= Egil Lothe =

Norwegian economist and civil servant

Egil Lothe (11 May 1908 – 1990) was a Norwegian economist and civil servant.

He was born in Bergen as a son of teacher Sjur Mikkelsen Lothe (1870–1941) and Sigrid Alvsaker. In 1940 he married ceramicist Gro Skavlan
Arneberg (1911–1964), a daughter of renowned architect Arnstein Arneberg.

He finished secondary school in 1927 and graduated from the Royal Frederick University with the cand.oecon. degree in 1930. He worked as a secretary in the Ministry of Finance from 1939, and later in the Ministry of Provisioning and Reconstruction from 1945 to 1948. From 1948 to 1955 he was an assistant secretary in the Ministry of Finance.

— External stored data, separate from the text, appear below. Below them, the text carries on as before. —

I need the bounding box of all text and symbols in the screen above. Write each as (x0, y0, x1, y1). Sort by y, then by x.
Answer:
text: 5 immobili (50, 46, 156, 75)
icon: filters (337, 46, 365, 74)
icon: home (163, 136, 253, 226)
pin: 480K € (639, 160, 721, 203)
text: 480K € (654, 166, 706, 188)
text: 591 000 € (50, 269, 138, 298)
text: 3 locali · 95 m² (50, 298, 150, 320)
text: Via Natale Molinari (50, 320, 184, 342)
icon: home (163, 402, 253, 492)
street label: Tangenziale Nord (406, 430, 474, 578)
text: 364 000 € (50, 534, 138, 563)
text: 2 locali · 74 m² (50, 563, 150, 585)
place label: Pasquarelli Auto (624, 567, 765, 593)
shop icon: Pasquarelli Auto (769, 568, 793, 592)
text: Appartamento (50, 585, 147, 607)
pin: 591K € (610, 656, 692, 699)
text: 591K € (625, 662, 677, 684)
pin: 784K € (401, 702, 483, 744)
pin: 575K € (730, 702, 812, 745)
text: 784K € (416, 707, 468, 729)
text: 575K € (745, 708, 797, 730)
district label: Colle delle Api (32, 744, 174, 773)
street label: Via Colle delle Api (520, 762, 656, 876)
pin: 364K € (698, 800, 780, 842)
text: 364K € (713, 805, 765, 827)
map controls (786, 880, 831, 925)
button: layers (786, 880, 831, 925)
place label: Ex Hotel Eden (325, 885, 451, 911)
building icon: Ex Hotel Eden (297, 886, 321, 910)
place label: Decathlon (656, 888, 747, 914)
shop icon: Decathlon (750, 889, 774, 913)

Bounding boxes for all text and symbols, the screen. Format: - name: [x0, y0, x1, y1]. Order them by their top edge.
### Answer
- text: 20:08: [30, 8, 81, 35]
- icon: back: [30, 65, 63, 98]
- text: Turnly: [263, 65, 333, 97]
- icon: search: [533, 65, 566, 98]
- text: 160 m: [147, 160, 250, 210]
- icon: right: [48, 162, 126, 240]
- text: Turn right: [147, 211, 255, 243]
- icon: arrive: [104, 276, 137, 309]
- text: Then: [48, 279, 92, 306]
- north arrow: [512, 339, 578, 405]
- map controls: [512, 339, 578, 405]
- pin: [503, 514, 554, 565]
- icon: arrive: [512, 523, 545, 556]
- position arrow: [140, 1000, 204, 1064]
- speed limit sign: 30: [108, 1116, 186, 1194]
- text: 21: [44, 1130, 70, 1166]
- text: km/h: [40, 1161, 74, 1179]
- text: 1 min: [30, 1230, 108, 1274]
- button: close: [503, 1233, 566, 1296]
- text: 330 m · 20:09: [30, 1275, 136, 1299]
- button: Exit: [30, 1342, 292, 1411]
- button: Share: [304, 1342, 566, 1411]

During the same period he simultaneously served as an informal State Secretary while Olav Meisdalshagen was Minister of Finance, until 1951. From 1955 to 1968 Lothe served as a director general of state in the Ministry of Agriculture.

He was a board member of the Det Norske Luftfartselskap, Scandinavian Airlines System and NTNF. He was decorated as a Knight of the Order of the Dannebrog and the Order of the Polar Star. He resided in Bærum.